I was just wondering what peoples experiences of this are? I myself dine out on my own occasionally, because friends are busy, or I just so happen to find myself in a area where there is a local restaurant worth trying, and there is just me, so I go!! I am perfectly happy with my own company, though you do feel like a bit of a stiff sat there on your own with waiters buzzing round you. It is advisable to find somewhere good where you can people watch and see the world go by, and there is a bit of an atmosphere.

Last summer I went for lunch up to The Samling near Ambleside as they had a good offer on for lunch. It was a lovely day, and sat in the lounge which is comfy (although looking a bit tired these days!) with a cold coke and reading the papers, you can imagine yourself as lord of the manor!! I had a very nice afternoon, with tea and petit fours on the terrace afterwards, as you do!! It would have been nice to have someone to share it with, but I still had a nice time. I sound like some old spinster!! I do have friends who I go out with, though its a ballache organising them sometimes!

What are peoples rituals/advice for dining alone??

Posted

Take a paper. Always take a paper.

With a copy of The Grauniad or The Times I could sit anywhere, for hours on end, happily alone, watching the world go by.

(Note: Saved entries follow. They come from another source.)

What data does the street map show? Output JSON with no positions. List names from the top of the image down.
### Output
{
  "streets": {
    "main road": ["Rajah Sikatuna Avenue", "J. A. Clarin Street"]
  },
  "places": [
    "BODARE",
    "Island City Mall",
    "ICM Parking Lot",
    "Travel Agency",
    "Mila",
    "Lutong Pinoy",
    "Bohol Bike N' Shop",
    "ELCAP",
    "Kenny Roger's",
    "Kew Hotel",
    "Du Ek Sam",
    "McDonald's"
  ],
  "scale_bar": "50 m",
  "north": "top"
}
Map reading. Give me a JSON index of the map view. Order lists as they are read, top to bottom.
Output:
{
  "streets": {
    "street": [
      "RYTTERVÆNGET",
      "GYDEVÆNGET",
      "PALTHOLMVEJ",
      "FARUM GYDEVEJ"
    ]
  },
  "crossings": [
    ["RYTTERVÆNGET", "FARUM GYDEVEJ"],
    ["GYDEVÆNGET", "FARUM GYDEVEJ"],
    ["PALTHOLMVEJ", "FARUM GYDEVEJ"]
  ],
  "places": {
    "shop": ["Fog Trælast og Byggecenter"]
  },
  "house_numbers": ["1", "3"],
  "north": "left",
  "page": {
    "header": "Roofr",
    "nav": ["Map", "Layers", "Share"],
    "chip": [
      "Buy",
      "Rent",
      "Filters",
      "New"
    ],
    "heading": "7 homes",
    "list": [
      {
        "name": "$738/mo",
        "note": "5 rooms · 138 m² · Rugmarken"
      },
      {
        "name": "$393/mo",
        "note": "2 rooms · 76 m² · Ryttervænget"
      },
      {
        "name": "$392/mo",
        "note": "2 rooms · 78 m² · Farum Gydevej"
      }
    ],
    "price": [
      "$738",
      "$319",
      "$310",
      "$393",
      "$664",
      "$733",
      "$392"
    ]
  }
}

Oh, that's another prerequisite. Get a spot with a view. Lone dining is all about people watching whilst reading/pretending to read said paper.

I actually love lone dining, and often try to fit a luxurious solo lunch in to my business trips to London. I find the zen-style solitude a vital counterbalance to a hectic work life and an equally hectic home life.

I was quite impressed that the last time I had a walk-in early evening dinner at The Ivy (solus, natch) the restaurant manager brought over a selection of papers, unprompted, as soon as I was seated.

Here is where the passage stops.